Go Blonde Festival is an annual event held in Riga, Latvia. Blonde women, dressed in pink, parade down the streets of Riga to promote economic growth and to spread cheer. The event is organized by the Latvian Association of Blondes.

The parade has also become a tourist attraction for people who are interested in more than just the city's fine Art Nouveau architecture. It is a tourism generator, rivaling events such as carnivals in Brazil and Italy.

Each year, the festival receives more world attention, and it has grown into the biggest Blondes festival in the world. The previous Go Blonde festivals received international media attention. German national TV Channel One created a documentary about the Latvian Blondes Association. The festival was covered by over 500 internet portals globally, CNN, as well as the popular lifestyle magazines Glamour, Marie Claire in the USA, and Grazia in England and Italy. The festival is also receiving attention from Turkish and Russian media.

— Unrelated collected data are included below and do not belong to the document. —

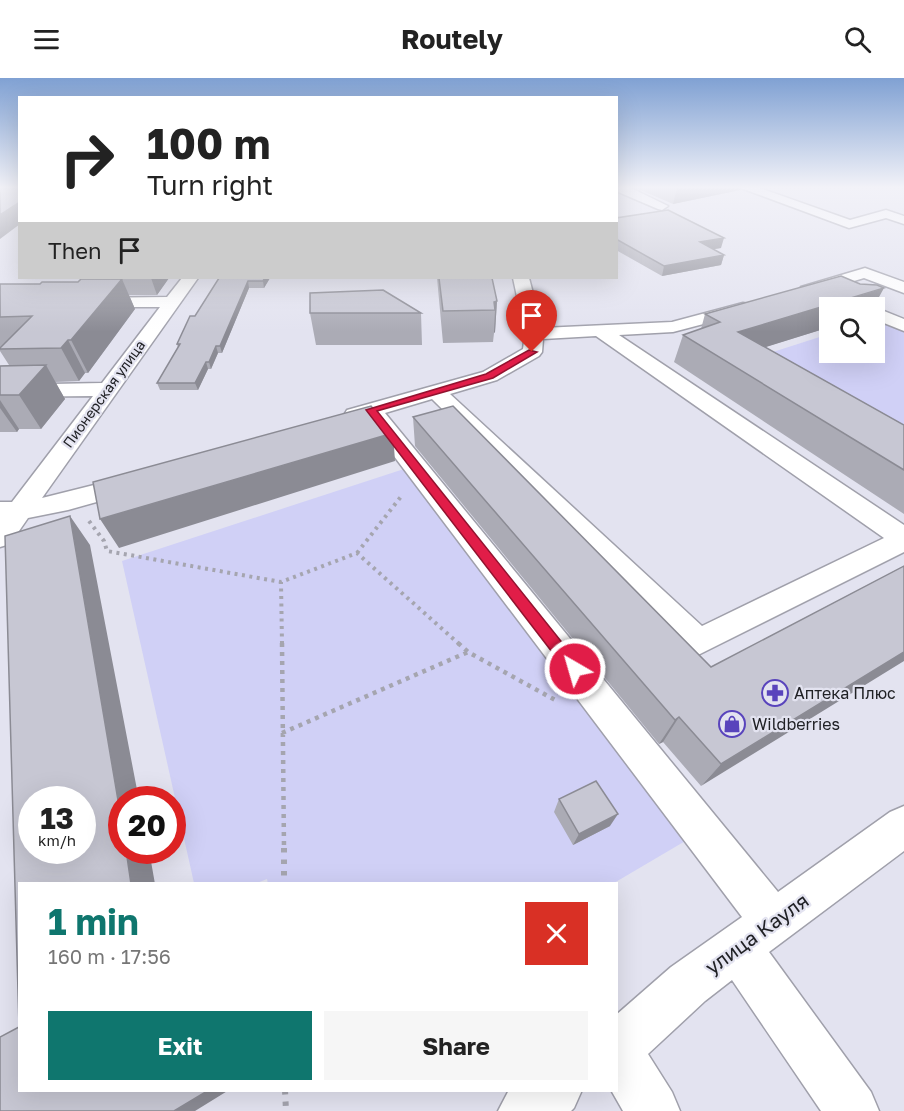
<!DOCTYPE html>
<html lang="en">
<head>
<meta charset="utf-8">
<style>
  body { margin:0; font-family:"Golos Text",sans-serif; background:#f6f6f6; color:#222; height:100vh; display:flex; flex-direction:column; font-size:22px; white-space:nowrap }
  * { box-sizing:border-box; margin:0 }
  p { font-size:20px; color:#767676 }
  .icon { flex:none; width:33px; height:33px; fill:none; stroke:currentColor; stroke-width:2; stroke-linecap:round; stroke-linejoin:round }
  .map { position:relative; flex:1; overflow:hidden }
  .sheet { position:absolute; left:18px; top:804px; width:600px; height:210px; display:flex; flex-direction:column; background:#fff; border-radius:0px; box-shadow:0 6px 24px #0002 }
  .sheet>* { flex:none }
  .guide { position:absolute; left:18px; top:18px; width:600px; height:183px; border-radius:0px; box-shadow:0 6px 24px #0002; background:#fff; color:#222; overflow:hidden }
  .controls { position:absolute; left:819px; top:219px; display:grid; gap:12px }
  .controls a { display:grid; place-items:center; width:66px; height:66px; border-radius:0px; background:#fff; box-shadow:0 6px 24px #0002; font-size:30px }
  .speed { position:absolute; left:18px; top:708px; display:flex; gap:12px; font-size:30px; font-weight:700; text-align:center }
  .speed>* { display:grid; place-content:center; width:78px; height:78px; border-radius:50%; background:#fff; box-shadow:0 6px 24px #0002; line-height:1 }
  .speed small { font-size:15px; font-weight:400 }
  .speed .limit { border:9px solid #d22; background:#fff; color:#111 }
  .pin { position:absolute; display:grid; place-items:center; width:51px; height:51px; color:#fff; margin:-62px -26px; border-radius:50% 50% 50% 0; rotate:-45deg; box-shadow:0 0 6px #0007 }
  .pin .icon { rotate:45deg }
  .me { position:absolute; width:66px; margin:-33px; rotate:322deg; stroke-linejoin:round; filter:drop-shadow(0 0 4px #0008) }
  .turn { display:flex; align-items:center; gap:21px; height:126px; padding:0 30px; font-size:27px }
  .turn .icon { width:78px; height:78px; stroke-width:2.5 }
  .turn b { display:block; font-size:42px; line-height:51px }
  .then { display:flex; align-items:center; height:57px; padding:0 30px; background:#0003; gap:12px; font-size:22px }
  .round { display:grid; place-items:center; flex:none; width:63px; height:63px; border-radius:0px; background:#f6f6f6 }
  .summary { display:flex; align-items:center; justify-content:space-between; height:102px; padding:0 30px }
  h1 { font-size:36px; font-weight:700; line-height:45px; color:#0f766e }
  .cta { display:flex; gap:12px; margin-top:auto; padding:12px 30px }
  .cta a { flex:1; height:69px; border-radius:0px; background:#0f766e; color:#fff; font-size:24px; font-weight:700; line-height:69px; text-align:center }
  .cta a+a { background:#f6f6f6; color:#222 }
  header { display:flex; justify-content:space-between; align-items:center; height:78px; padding:0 30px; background:#fff; font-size:27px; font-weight:700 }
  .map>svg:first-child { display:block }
</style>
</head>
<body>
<header><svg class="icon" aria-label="menu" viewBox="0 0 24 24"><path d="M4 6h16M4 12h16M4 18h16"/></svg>Routely<svg class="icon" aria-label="search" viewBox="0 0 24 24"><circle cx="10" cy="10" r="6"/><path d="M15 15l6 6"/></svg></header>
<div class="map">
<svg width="904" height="1033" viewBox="0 0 904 1033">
  <rect width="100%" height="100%" fill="#e3e3f0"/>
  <path fill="#d0d0f6" d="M875 241 904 253V380L742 284 829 256 830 274H874Z
    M404 391 687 762 614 805 268 806 267 801 257 805H194L122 483Z"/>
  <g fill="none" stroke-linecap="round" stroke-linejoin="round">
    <defs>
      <path id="minor" d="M616 109H629L668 128 662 132 658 131 616 113Z
        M738 109H757L850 142 886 132 904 138V146L886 140 849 150Z
        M865 190 904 204V215L864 200 807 217 799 212 801 209Z
        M182 200H198L42 420 134 397 143 399 147 405 143 411 68 432 28 440 10 466 0 469V424H12L93 318 0 319V307L102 305 160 229H90L84 228 82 224 84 220 167 219Z
        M513 200H529L542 250 672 244 743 225 749 226 752 230 749 234 673 254 619 257 904 447V474L698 577 687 573 432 321 385 335 778 814 890 734 904 728V773L769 874 871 1014 879 1033H821L732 902 705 923 648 976 672 1014 680 1033H623L611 1012H616V937L671 889 742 839 366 341 355 344 347 342 344 337 347 332 483 294 523 271 525 256ZM596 258 884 460 702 548 450 316 497 302 539 278 542 274 543 261Z
        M874 229 904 241V253L874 241V230H871Z
        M509 1012H582L574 1030 571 1033H498Z"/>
    </defs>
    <use href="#minor" stroke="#a0a0ab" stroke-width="3"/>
    <path stroke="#a5a5af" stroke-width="4" stroke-dasharray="3 4.5" stroke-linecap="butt" d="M89 443 104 463 107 473 281 504
      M357 475 403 416
      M282 566 281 504 357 475 459 566"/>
    <path stroke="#a5a5af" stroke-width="4.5" stroke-dasharray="4 5" stroke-linecap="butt" d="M282 565 284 771
      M458 565 468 574 557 623
      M282 655 468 574"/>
    <path stroke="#a5a5af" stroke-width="6" stroke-dasharray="4.5 7" stroke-linecap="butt" d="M284 770V806
      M285 1012 286 1033"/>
    <use href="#minor" fill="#fff" fill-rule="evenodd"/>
  </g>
  <path fill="#ababb5" d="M636 110H741L740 112 673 126Z
    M616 140 721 170 713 171 724 177 721 187 662 198 616 172Z
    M98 200H169L157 217H129L135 231 88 295H85L79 303 55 304 65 321 41 351H19L17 354H0V288L9 287 0 273V206H40L78 204 99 201Z
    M219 200H270L264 210H249L222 275H218L211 291H208L198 312H160L157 305 178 270 177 266Z
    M437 200H492L497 223 495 254 494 255 493 264 443 265Z
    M830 230V249L765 269 904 347V436L674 284 683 257 701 251 705 236Z
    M310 235H421L422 267H316Z
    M413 339 711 589 904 488 701 708 663 664 659 666 415 368Z
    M559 721 610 748 573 767 554 734Z"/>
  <path fill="#8b8b94" d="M677 110H741L740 112 673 126Z
    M20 124V146L0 161V137Z
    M724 160 721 170 697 174 700 164Z
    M724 177 721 187 662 198 664 188Z
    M151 200H169L157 217Z
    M265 200H270L264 210 263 203Z
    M122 201 135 231 88 295 71 262Z
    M248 203 249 210 222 275 220 268Z
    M884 210 873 230H830V249L728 281 738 254Z
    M497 223 495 254 494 255 495 232 494 224Z
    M68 262 85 295 79 303 61 270Z
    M216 268 218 275 211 291 209 284Z
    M206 284 208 291 198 312 195 305Z
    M46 287 65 321 41 351 19 317Z
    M0 322 19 351 17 354 0 330Z
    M393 355 395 383 119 470 100 441Z
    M70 438 90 467 139 722H122V746Z
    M904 574V583L701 708 721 686Z
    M679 639 663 664 659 666 675 642Z
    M618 736 610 748 573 767 579 756Z
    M126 772H149L155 806H131Z
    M209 1012H229L195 1033H174Z"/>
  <path fill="#c7c7d3" stroke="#8b8b94" stroke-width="1.5" fill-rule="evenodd" d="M0 110H20V124L0 137Z
    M668 132 724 160 700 164 724 177 664 188 616 161V140Z
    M841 198 860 206 877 207 884 210 738 254 904 347V392L683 257 720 244 705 236Z
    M219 200H265L263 203H248L220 268H216L209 284H206L195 305H157L180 266H177L190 238H195Z
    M439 200H492L497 223 494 224 495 232 443 233Z
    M81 201H122L71 262H68L61 270 0 271V270L32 238 0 239V206H40L42 204H78Z
    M383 212 421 235H310V215Z
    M46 287 19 317H0V288Z
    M371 328 393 355 100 441 93 404Z
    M453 328 711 589 904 488V574L721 686 679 639 675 642 413 339Z
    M70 438 122 746V772H126L131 806H20V1012H209L174 1033H0V959L19 949 5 458ZM32 722H82V772H32Z
    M596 703 618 736 579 756 559 721Z"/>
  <linearGradient id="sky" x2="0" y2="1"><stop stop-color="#80a1d3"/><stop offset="0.43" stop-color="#f2f2f8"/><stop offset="1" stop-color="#f2f2f8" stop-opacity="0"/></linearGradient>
  <rect width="904" height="254" fill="url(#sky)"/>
  <path fill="#e11d48" stroke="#92132f" stroke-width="1.5" d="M529 272 537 274 493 300 377 333 580 587 582 591 580 596 575 598 569 596 366 332 486 296Z"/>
  <defs>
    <symbol id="pharmacy-ring" viewBox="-11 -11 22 22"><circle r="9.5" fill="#e3e3f0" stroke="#5944bc" stroke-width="1.5"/><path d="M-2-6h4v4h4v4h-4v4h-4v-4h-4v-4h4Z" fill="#5944bc"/></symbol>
    <symbol id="shop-ring" viewBox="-11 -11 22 22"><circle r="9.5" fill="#e3e3f0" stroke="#5944bc" stroke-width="1.5"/><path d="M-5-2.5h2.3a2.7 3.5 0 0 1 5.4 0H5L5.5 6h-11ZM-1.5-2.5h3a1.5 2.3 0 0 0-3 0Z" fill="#5944bc"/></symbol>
  </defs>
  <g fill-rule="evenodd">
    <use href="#pharmacy-ring" x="760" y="600" width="30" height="30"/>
    <use href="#shop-ring" x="717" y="631" width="30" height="30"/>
  </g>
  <g text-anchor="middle" stroke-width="4.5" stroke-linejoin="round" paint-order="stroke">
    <g font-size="14" fill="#202125" stroke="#e3e3f0">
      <text transform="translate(104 316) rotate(-54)" y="5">Пионерская улица</text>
    </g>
    <g font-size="16" fill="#202125" stroke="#e3e3f0" text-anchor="start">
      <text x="794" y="621">Аптека Плюс</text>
      <text x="752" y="652">Wildberries</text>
    </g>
    <g font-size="20" fill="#202125" stroke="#e3e3f0">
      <text transform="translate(757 856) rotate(-36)" y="7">улица Кауля</text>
    </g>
  </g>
</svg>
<div class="controls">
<a><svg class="icon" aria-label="search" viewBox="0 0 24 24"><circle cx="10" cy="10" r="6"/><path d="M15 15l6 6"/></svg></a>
</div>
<div class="speed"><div>13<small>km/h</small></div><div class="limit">20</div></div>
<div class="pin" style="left:532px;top:274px;background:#d93025"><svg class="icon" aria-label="arrive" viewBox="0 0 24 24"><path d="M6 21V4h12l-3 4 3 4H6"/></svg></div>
<svg class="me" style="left:575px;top:591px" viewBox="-20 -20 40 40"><circle r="17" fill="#e11d48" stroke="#fff" stroke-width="3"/><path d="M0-11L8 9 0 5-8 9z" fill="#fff"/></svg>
<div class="guide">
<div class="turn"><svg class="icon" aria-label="right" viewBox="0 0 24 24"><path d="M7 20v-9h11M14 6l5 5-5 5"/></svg><div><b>100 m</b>Turn right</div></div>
<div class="then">Then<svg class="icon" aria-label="arrive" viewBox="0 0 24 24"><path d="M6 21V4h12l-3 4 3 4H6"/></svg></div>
</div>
<section class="sheet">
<div class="summary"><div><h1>1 min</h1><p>160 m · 17:56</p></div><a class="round" style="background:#d93025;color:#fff"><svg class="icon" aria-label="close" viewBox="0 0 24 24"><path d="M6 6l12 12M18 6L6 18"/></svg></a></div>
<div class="cta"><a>Exit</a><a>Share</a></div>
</section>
</div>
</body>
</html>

In 2012, "Go Blonde” organized the fourth festival, which took place in Jurmala, Latvia, on 13 July. The whole day featured activities on water and on the beach, a Marilyn Monroe lookalike contest, the Miss and Mister Australian Gold beauty pageant finale, tennis and golf tournaments, and a Harley-Davidson bike parade. The festival concluded with an all-night party, with local celebrities present as well as internationally renowned DJs and performers.

==Years==
===2009===
- First Festival
- About 500 participants

===2010 (May 28th-29th)===
- About 800 participants

===2011===
- Over 500 participants registered from abroad, including people from New Zealand, Finland, Italy, and Lithuania.
- Around a thousand people, mostly men, lined the route.